I found that the full 4 liter volume of each flask worked well with each of the first 2 flasks having 100 ml of 35% hydrogen peroxide and 3900 ml of distilled water. And the last flask has 1 liter of 50% liquid caustic and 3 liters of water. This scrubs an entire karat scrap reaction of 50 ounces without further additions. I re-use the dilute nitric from the first 2 vessels as make-up water for nitric digestions and the liquid from the last vessel I use to neutralize acid waste. 

For quite a while I was buying 1 to 1 1/2 kilos a week of scrap gold and melting it and processing lots up to 50 ounces in size in a 12 liter flask. This small setup worked well and I never experienced NOx fumes in my lab or outside near the vent from the scrubber. I had a small setup and rarely ran more than 1 reaction a week and generated no more than 10 liters of waste a week, which was small enough to treat properly and evaporate the waste water.


----------



## kurtak

The big scrubber we made at the scrap yard was used for leaching CATs - it was made of 8" PVC pipe 5' long

The reason for the big scrubber was we were using 15 gallon plastic drums with the snap ring type lids on top as our reaction vessels - to keep the plastic drums from collapsing under vacuum we cut round spreader/stiffener's out of industrial plastic cat walk grating (used in corrosive environments) --- on top of each layer of CAT combs we would set a spreader/stiffener --- the 15 gallon reaction vessels (3 of them) sat in a cattle watering tank (plastic) with 2 cattle watering tank heater elements for a hot water bath 

Being a closed vacuum system we would re-dose the reaction vessels with CL (bleach) in the same way (using vacuum)

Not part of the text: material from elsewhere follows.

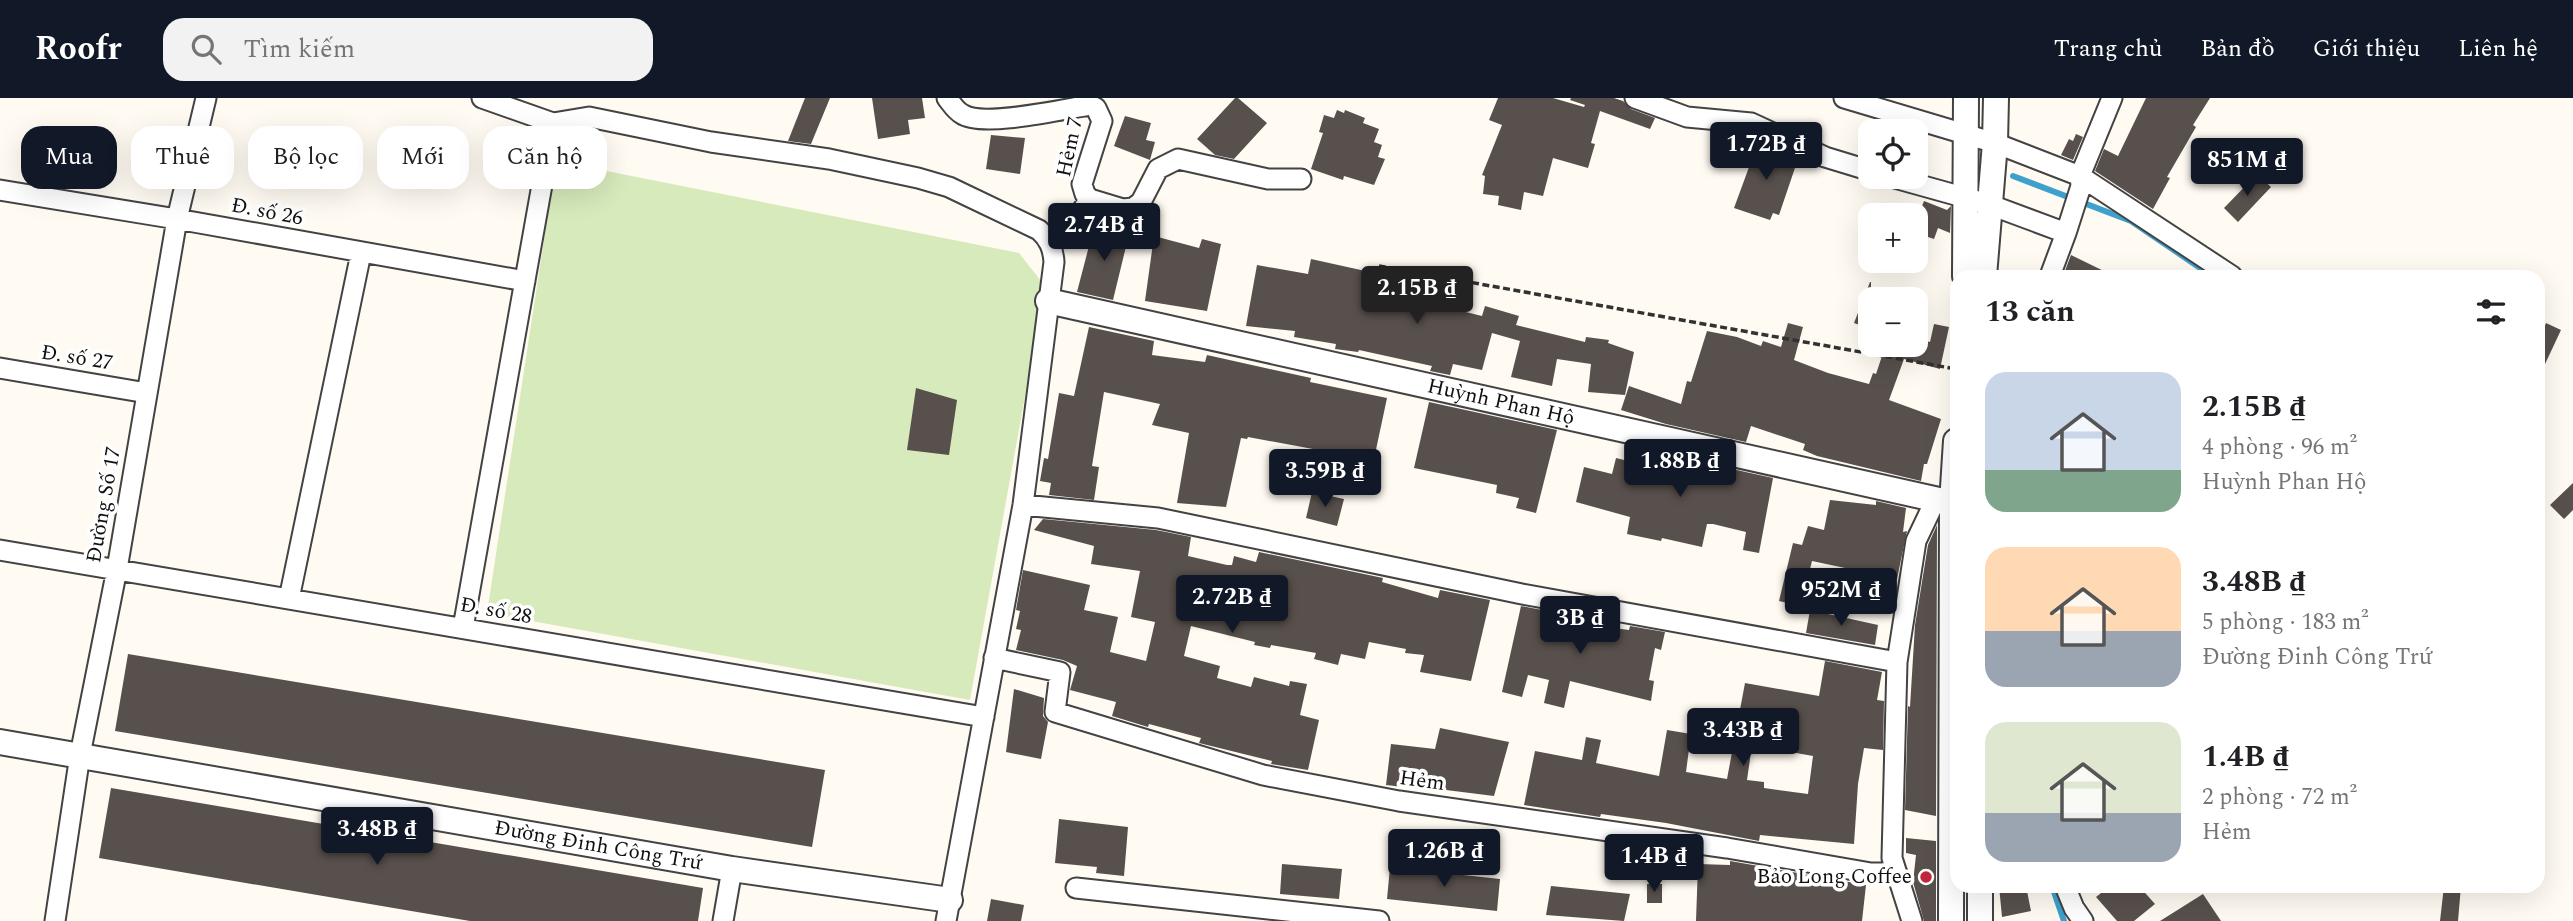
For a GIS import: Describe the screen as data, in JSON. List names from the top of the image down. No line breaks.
{"streets":{"street":["Hẻm 7","Đ. số 26","Đ. số 27","Huỳnh Phan Hộ","Đường Số 17","Đ. số 28","Hẻm","Đường Đinh Công Trứ"]},"crossings":[["Đ. số 26","Đường Số 17"],["Đ. số 27","Đường Số 17"],["Đường Số 17","Đ. số 28"],["Đường Số 17","Đường Đinh Công Trứ"]],"places":["Bảo Long Coffee"],"page":{"header":"Roofr","search":"Tìm kiếm","nav":["Trang chủ","Bản đồ","Giới thiệu","Liên hệ"],"map_buttons":["+","−"],"price":["1.72B ₫","851M ₫","2.74B ₫","2.15B ₫","1.88B ₫","3.59B ₫","952M ₫","2.72B ₫","3B ₫","3.43B ₫","3.48B ₫","1.26B ₫","1.4B ₫"],"chip":["Mua","Thuê","Bộ lọc","Mới","Căn hộ"],"heading":"13 căn","list":[{"name":"2.15B ₫","note":"4 phòng · 96 m² · Huỳnh Phan Hộ"},{"name":"3.48B ₫","note":"5 phòng · 183 m² · Đường Đinh Công Trứ"},{"name":"1.4B ₫","note":"2 phòng · 72 m² · Hẻm"}]}}
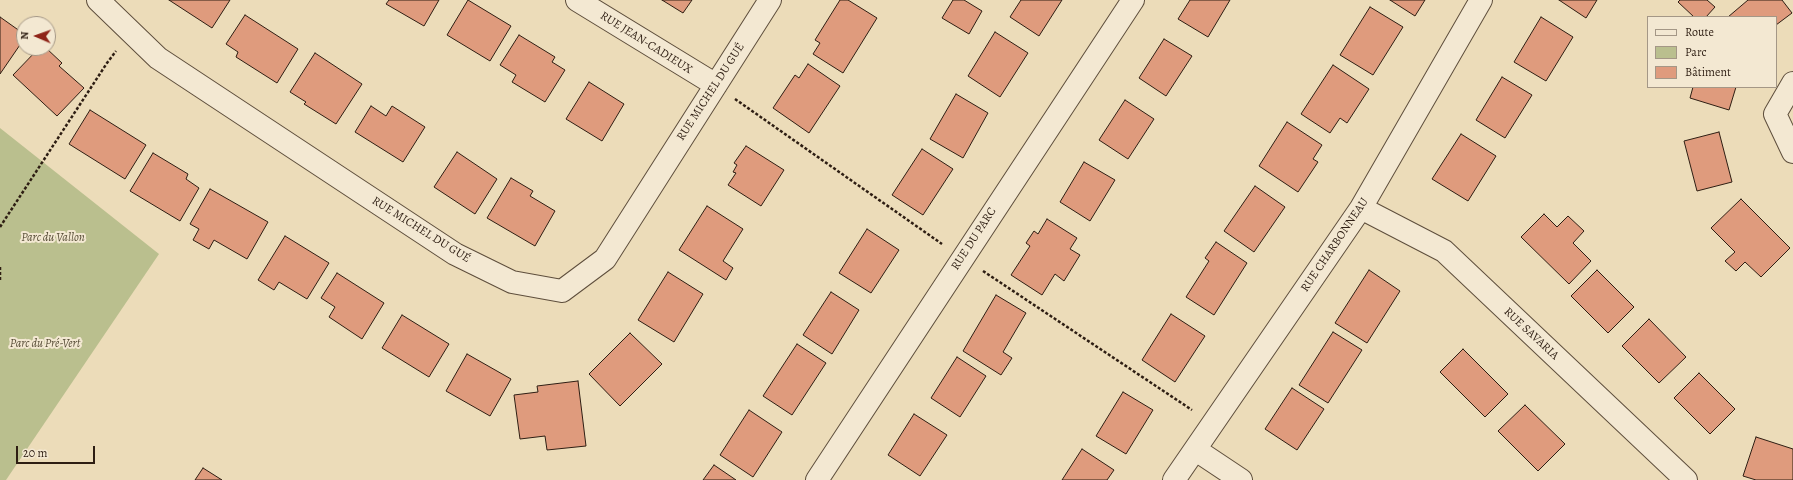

To check on whether the scrubber was becoming acidic we used a piece of litmus paper inserted through a removable plug hole on top of each scrubber tube

And yes the scrubber was set up so we could drain off some NaHO & then add more under vacuum when needed - so the vacuum was used for both adjusting chemistry in the reaction vessels & the scrubber

The reason that venture came to an end was between the competitive CAT market & the huge volume of waste to deal with it just wasn't worth it --- but hey we gave it a go & it was a heck of a learning experience for putting together a new set up here at home back on the hobby level --- lots of improvements are "under way" as I work on setting up again here at home

Kurt


----------



## rewalston

I found the thread with which Pawnbroker Bob was talking about his "AB TRAIN" would this work with PVC as Kurt used? I'm looking for something that I can use on buckets when running reactions from AP and HCl/Cl. And what would I need to change if anything?


----------



## philddreamer

> I ask because I have 2 vac pumps one is 2.5 CFM the other is 3 CFM & not sure that enough to run a larger scrubber


Kurt, mine is a 2, I believe. Now, I don't run mine in a "closed vacuum. The cover on the reaction vessel is loose, but there's enough suction to draw the fumes thru the scrubber.

The vacuum pump is a THOMAS K48ZZEPB3533.

Phil


----------



## kurtak

Rusty

the "AB TRAIN" that Pawnbroker Bob talked about in that thread is pretty much the same thing 4metals, Phil & I are showing here --- 4metals (like Bob) is using flasks - Phil & I are using PVC (or CPVC) 

The key to using buckets (plastic) as your reaction vessel with a scrubber that works on vacuum is keeping the buckets from collapsing when the vacuum is applied

so you have to have some kind of spreader/stiffener inside the bucket so the bucket holds its shape & does not collapse when under vacuum (as explained in my post about leaching CATS in 15 gal drums)

I have not done this with 5 gal buckets yet but intend to (now that I am back home working on a smaller scale) so I can't take & show any pics (yet)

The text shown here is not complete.